A psychologist who recognises these harmful situations should explore them by seeking details through respectful questioning, she advises.

“If somebody says their husband gets really frustrated with the children, I will ask them what that looks like,” she says. “I take a naive curiosity about what it’s like to walk in their shoes.”

O’Brien underlines that this is a way to get a patient to tell you more, because it’s never the role of a psychologist to provide the answers.

“Our job is to ask useful questions that help people reflect on their lives,” she says.

In the course of difficult conversations, psychologists must also be upfront with clients about their obligations when it comes to family violence, such as reporting a situation where a child appears in imminent danger.

What not to do

Operating with the baseline that all violence is unacceptable, psychologists still need to understand that a coercive control situation is part of a much bigger picture. Working on individual issues while making it clear that the victim is not to blame for the abuse is a critical component of treatment.
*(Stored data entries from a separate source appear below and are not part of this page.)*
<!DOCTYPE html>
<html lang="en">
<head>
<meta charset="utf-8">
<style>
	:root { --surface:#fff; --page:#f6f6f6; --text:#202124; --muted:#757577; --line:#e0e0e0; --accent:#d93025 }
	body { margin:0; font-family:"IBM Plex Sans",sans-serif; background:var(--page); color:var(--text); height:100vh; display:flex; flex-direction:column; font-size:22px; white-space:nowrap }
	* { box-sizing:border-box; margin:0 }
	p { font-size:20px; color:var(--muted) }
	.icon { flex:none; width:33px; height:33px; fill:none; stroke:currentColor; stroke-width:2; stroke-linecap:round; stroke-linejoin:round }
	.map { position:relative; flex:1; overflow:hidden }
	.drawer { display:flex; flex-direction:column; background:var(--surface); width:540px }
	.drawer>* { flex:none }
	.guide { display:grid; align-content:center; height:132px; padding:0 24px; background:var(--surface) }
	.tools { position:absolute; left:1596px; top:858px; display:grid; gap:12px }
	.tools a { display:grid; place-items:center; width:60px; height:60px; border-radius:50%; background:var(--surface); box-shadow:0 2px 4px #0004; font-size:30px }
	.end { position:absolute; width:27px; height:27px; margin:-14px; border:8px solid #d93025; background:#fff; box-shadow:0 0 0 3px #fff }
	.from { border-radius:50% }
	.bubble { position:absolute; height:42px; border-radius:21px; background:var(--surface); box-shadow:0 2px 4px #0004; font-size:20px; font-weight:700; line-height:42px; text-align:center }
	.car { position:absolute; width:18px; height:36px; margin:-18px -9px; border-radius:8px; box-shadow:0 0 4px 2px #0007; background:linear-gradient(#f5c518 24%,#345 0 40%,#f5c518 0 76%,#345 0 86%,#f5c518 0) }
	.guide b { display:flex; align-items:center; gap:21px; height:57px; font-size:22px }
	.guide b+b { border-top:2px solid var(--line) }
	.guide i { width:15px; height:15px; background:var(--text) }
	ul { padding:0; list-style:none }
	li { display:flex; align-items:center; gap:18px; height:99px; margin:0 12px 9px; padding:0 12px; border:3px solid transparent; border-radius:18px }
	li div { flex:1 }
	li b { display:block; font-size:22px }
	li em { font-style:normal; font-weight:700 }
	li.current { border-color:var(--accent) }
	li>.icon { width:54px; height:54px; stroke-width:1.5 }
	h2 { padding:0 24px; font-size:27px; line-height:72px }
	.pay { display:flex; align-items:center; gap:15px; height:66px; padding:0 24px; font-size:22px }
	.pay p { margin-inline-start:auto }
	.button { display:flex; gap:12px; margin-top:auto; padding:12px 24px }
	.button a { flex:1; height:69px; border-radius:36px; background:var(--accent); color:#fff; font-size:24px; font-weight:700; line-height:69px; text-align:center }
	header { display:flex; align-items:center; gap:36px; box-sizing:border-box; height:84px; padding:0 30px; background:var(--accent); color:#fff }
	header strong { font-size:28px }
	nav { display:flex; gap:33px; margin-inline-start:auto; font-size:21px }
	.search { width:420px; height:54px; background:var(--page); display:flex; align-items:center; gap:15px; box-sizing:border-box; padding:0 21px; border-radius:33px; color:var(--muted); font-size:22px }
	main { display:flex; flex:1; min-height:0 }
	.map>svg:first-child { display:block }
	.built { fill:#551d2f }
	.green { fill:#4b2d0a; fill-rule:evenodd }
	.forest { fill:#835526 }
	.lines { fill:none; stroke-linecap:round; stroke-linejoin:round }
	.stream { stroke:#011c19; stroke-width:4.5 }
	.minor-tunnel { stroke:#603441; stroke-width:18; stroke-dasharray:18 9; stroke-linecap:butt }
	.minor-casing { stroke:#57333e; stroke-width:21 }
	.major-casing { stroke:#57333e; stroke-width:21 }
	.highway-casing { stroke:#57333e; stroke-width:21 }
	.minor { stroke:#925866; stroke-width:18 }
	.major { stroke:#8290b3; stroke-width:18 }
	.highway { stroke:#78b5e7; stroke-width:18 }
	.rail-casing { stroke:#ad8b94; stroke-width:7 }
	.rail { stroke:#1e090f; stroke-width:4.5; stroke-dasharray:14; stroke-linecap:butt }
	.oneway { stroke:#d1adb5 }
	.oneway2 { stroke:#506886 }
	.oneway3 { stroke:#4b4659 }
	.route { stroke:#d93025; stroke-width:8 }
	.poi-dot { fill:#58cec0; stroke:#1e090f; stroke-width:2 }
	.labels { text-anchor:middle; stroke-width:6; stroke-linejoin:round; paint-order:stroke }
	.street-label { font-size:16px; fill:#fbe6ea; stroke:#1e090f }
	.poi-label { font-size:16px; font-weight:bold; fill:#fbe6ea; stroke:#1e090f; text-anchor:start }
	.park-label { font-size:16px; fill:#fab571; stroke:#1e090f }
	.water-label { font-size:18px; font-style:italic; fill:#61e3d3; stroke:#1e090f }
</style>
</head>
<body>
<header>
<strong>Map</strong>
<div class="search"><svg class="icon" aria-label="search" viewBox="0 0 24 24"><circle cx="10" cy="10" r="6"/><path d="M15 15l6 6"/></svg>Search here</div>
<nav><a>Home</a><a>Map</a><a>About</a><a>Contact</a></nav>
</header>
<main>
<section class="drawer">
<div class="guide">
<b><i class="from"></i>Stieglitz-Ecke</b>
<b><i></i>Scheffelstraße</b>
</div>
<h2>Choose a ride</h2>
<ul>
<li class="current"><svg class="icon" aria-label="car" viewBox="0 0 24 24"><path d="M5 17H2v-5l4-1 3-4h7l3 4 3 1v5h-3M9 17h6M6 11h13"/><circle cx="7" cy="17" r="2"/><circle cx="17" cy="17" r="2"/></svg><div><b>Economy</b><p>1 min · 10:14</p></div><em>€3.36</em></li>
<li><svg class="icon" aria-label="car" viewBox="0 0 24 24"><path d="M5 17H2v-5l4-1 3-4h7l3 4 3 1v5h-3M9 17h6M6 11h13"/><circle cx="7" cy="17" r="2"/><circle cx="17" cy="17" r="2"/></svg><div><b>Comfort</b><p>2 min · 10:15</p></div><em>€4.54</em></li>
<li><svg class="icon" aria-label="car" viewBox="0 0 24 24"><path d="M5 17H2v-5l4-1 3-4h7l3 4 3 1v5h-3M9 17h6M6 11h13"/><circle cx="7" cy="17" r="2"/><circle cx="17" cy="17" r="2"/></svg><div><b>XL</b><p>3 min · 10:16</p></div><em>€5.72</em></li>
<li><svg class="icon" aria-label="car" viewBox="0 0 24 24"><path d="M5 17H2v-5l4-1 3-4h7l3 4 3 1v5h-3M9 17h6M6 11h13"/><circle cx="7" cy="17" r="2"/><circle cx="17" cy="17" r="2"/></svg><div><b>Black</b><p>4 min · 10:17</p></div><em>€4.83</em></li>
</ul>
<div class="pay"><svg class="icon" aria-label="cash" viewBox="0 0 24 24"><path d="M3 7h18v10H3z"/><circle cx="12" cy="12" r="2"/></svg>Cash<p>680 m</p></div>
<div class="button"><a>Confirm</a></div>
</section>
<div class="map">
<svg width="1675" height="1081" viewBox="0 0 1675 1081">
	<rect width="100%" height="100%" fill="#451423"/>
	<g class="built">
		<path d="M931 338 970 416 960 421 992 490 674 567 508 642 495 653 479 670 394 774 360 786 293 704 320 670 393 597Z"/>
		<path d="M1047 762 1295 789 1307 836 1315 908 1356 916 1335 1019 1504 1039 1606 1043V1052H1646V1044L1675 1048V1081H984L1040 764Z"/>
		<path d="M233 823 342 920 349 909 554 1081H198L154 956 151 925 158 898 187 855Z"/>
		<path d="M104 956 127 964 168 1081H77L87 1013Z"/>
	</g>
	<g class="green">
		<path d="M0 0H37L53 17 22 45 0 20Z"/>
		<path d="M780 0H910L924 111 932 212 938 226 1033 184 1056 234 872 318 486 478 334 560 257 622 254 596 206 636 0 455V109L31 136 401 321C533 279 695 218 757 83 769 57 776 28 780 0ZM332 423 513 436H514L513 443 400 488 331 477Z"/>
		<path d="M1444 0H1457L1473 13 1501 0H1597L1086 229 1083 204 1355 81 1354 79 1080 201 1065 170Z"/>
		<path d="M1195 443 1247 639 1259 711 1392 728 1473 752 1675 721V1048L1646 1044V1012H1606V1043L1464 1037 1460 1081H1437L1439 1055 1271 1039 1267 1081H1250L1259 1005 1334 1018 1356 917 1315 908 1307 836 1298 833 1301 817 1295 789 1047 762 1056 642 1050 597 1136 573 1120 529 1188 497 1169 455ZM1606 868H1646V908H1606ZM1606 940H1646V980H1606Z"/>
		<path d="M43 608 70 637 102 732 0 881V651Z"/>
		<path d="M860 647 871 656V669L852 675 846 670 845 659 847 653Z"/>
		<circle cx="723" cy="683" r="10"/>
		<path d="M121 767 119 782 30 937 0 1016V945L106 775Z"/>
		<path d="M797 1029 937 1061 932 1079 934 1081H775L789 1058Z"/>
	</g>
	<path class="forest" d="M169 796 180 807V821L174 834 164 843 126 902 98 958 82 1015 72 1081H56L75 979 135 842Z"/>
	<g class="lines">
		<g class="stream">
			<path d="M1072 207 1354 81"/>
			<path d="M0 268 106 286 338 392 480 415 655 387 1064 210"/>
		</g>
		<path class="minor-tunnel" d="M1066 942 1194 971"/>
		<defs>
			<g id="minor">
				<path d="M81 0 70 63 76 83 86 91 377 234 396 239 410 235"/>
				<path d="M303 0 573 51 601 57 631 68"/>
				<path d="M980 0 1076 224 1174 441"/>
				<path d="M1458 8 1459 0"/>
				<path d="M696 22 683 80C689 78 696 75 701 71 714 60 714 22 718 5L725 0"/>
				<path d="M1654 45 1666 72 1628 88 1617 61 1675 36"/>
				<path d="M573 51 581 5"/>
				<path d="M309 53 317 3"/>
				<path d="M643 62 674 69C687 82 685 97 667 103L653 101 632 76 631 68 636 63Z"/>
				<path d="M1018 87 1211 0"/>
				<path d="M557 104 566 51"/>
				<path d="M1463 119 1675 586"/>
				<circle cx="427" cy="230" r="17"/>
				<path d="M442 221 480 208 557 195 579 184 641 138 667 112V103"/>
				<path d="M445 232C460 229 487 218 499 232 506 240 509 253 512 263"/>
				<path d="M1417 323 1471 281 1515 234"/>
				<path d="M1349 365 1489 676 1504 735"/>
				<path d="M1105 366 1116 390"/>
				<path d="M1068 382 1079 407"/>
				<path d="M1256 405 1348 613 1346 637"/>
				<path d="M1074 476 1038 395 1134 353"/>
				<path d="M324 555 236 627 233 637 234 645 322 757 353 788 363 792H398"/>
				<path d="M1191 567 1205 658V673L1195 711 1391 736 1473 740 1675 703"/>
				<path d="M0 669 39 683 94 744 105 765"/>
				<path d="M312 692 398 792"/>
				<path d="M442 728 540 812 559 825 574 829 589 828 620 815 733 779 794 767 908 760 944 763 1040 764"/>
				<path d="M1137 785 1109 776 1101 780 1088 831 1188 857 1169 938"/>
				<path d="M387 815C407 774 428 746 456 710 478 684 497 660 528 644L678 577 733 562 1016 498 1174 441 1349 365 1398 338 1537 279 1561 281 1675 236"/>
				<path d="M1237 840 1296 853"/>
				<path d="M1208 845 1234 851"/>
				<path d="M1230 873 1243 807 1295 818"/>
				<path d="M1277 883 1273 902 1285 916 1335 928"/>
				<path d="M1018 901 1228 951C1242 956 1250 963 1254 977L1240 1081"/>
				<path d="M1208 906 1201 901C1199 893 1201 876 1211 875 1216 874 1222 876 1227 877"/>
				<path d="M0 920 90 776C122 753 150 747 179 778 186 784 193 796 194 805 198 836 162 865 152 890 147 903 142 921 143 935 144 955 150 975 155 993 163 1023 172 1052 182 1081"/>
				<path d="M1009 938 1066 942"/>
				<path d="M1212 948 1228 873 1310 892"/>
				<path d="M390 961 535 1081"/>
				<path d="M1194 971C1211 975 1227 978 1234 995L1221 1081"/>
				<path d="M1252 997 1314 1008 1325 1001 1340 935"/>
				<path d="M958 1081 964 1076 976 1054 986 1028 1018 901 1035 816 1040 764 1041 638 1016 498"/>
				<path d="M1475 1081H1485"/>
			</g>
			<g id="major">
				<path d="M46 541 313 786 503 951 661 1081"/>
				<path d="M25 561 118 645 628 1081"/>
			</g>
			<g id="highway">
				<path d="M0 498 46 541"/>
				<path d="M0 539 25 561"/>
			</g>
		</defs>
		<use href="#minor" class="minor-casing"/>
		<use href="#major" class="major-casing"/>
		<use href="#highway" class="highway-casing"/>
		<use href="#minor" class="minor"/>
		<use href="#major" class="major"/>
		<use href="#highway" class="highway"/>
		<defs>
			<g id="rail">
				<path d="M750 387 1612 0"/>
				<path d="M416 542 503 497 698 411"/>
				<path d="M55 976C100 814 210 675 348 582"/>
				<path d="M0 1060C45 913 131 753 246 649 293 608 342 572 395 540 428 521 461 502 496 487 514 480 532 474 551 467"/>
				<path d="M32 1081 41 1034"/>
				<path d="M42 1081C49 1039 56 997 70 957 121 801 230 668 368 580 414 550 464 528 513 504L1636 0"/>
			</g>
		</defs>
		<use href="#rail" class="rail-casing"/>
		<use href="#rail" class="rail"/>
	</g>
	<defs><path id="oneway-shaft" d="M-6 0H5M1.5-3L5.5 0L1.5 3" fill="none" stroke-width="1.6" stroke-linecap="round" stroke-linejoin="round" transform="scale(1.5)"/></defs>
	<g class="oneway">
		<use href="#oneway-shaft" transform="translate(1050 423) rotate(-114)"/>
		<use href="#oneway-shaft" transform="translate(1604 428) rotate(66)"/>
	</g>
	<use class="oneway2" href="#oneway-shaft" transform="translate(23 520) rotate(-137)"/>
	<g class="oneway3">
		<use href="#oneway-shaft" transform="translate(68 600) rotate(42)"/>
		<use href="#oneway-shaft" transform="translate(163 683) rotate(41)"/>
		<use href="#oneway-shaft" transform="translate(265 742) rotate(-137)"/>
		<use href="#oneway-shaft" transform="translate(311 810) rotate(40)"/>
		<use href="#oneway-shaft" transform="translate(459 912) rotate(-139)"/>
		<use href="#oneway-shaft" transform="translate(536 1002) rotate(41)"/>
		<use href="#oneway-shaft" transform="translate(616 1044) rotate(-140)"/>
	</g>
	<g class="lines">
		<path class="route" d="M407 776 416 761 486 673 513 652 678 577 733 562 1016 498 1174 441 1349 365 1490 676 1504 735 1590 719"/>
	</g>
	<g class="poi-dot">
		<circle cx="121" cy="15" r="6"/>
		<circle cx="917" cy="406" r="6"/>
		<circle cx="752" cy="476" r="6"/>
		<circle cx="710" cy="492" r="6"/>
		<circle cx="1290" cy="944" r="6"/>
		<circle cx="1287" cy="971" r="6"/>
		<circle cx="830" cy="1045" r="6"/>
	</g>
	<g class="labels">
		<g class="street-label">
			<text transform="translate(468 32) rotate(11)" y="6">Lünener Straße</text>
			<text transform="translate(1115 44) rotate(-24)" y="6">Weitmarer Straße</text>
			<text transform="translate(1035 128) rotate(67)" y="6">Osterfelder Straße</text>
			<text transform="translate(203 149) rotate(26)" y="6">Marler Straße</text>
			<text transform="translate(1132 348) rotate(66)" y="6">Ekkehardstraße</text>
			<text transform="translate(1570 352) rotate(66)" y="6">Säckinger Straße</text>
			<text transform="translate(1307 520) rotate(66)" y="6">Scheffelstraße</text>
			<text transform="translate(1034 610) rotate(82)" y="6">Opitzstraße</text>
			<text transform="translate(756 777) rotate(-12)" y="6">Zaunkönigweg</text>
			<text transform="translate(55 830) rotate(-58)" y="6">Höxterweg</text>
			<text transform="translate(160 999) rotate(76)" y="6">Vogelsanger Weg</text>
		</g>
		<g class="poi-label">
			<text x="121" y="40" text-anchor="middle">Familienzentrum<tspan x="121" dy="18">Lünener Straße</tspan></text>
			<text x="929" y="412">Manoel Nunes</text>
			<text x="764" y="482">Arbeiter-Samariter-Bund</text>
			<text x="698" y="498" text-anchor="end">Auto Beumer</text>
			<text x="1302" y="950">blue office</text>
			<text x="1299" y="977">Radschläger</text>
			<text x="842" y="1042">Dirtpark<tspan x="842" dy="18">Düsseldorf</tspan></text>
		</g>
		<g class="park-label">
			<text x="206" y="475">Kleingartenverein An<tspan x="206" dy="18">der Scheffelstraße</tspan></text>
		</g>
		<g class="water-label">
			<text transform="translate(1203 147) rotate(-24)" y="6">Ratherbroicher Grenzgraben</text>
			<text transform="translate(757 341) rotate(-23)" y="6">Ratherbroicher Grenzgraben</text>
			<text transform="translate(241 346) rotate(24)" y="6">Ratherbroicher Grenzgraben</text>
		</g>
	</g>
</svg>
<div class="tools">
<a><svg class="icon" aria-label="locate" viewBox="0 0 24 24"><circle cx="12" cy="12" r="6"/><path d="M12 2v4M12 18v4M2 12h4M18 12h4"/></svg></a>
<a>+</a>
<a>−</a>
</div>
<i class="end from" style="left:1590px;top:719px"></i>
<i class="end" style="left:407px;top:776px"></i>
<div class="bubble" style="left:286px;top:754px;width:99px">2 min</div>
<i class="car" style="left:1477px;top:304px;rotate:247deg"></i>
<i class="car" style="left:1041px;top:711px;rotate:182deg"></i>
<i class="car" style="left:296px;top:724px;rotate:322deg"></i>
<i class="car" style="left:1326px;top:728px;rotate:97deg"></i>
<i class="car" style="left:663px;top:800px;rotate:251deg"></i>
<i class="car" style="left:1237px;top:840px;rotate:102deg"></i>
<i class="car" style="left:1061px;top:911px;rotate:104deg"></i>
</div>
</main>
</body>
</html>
“[Avoid] looking for individual pathology or trying to figure out what label you might give them,” says O’Brien.

Equally, we must always be clear that the victim is not to be blamed for being abused.

“It doesn’t matter if they’re dealing with substance abuse or mental health issues – this does not cause or excuse violence.”

Telling a victim to leave, or asking them why they haven’t, also doesn’t help. A better response is to explore their support and trust networks, and point them towards people and agencies who can help them with safety, planning and material resources.

Finding resilience

For somebody living with denigration, their therapist might be the only person who is able to point out their strengths, says O’Brien.

“There is real courage in sitting before a psychologist and talking about their issue.”

All too often, taking these initial steps can be dangerous for a victim. The role of the psychologist, then, is to build upon small victories, such as helping them to think differently about themselves.

“As professionals, we have to recognise that we’re aiming to give victims as much control as possible over their own lives,” she says. “In coercive control situations, that is what they’ve lost.”